Dataset entries:
Segment Open

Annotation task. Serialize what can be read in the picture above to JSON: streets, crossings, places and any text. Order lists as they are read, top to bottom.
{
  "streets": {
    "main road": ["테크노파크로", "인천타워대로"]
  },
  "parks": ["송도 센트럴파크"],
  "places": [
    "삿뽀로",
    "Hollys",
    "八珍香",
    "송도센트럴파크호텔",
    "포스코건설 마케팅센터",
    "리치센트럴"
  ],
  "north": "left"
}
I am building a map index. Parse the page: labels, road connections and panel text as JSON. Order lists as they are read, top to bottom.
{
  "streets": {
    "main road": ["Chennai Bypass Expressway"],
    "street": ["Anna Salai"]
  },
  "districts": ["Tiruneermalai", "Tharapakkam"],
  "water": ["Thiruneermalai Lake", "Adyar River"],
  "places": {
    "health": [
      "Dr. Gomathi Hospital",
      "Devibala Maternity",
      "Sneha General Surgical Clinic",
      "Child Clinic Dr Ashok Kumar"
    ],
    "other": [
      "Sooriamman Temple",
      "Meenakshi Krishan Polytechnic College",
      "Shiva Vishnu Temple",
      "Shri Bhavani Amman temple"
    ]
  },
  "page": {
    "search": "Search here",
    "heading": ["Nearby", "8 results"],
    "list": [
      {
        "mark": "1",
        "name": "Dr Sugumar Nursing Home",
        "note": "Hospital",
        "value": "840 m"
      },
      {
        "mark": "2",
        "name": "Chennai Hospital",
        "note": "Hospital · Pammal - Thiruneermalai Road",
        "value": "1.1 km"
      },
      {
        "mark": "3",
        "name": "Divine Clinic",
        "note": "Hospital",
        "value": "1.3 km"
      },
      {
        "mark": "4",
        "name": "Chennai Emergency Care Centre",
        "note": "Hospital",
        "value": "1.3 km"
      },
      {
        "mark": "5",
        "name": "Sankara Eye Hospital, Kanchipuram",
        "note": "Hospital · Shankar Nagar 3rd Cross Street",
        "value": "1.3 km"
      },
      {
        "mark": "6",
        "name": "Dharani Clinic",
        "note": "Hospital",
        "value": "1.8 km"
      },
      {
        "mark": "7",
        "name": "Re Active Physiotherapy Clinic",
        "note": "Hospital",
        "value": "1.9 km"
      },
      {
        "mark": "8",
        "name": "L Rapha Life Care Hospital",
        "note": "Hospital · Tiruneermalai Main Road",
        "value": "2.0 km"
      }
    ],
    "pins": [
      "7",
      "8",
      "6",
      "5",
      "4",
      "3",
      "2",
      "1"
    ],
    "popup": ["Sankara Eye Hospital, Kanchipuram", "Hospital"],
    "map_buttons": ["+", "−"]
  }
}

Segment Closed

= Task goal =
Nothing in the records should differ from the original when you retype them.

= Exercise answer =
Annotation task. Serialize what can be read in the picture above to JSON: streets, crossings, places and any text. Order lists as they are read, top to bottom.
{
  "streets": {
    "main road": ["테크노파크로", "인천타워대로"]
  },
  "parks": ["송도 센트럴파크"],
  "places": [
    "삿뽀로",
    "Hollys",
    "八珍香",
    "송도센트럴파크호텔",
    "포스코건설 마케팅센터",
    "리치센트럴"
  ],
  "north": "left"
}
I am building a map index. Parse the page: labels, road connections and panel text as JSON. Order lists as they are read, top to bottom.
{
  "streets": {
    "main road": ["Chennai Bypass Expressway"],
    "street": ["Anna Salai"]
  },
  "districts": ["Tiruneermalai", "Tharapakkam"],
  "water": ["Thiruneermalai Lake", "Adyar River"],
  "places": {
    "health": [
      "Dr. Gomathi Hospital",
      "Devibala Maternity",
      "Sneha General Surgical Clinic",
      "Child Clinic Dr Ashok Kumar"
    ],
    "other": [
      "Sooriamman Temple",
      "Meenakshi Krishan Polytechnic College",
      "Shiva Vishnu Temple",
      "Shri Bhavani Amman temple"
    ]
  },
  "page": {
    "search": "Search here",
    "heading": ["Nearby", "8 results"],
    "list": [
      {
        "mark": "1",
        "name": "Dr Sugumar Nursing Home",
        "note": "Hospital",
        "value": "840 m"
      },
      {
        "mark": "2",
        "name": "Chennai Hospital",
        "note": "Hospital · Pammal - Thiruneermalai Road",
        "value": "1.1 km"
      },
      {
        "mark": "3",
        "name": "Divine Clinic",
        "note": "Hospital",
        "value": "1.3 km"
      },
      {
        "mark": "4",
        "name": "Chennai Emergency Care Centre",
        "note": "Hospital",
        "value": "1.3 km"
      },
      {
        "mark": "5",
        "name": "Sankara Eye Hospital, Kanchipuram",
        "note": "Hospital · Shankar Nagar 3rd Cross Street",
        "value": "1.3 km"
      },
      {
        "mark": "6",
        "name": "Dharani Clinic",
        "note": "Hospital",
        "value": "1.8 km"
      },
      {
        "mark": "7",
        "name": "Re Active Physiotherapy Clinic",
        "note": "Hospital",
        "value": "1.9 km"
      },
      {
        "mark": "8",
        "name": "L Rapha Life Care Hospital",
        "note": "Hospital · Tiruneermalai Main Road",
        "value": "2.0 km"
      }
    ],
    "pins": [
      "7",
      "8",
      "6",
      "5",
      "4",
      "3",
      "2",
      "1"
    ],
    "popup": ["Sankara Eye Hospital, Kanchipuram", "Hospital"],
    "map_buttons": ["+", "−"]
  }
}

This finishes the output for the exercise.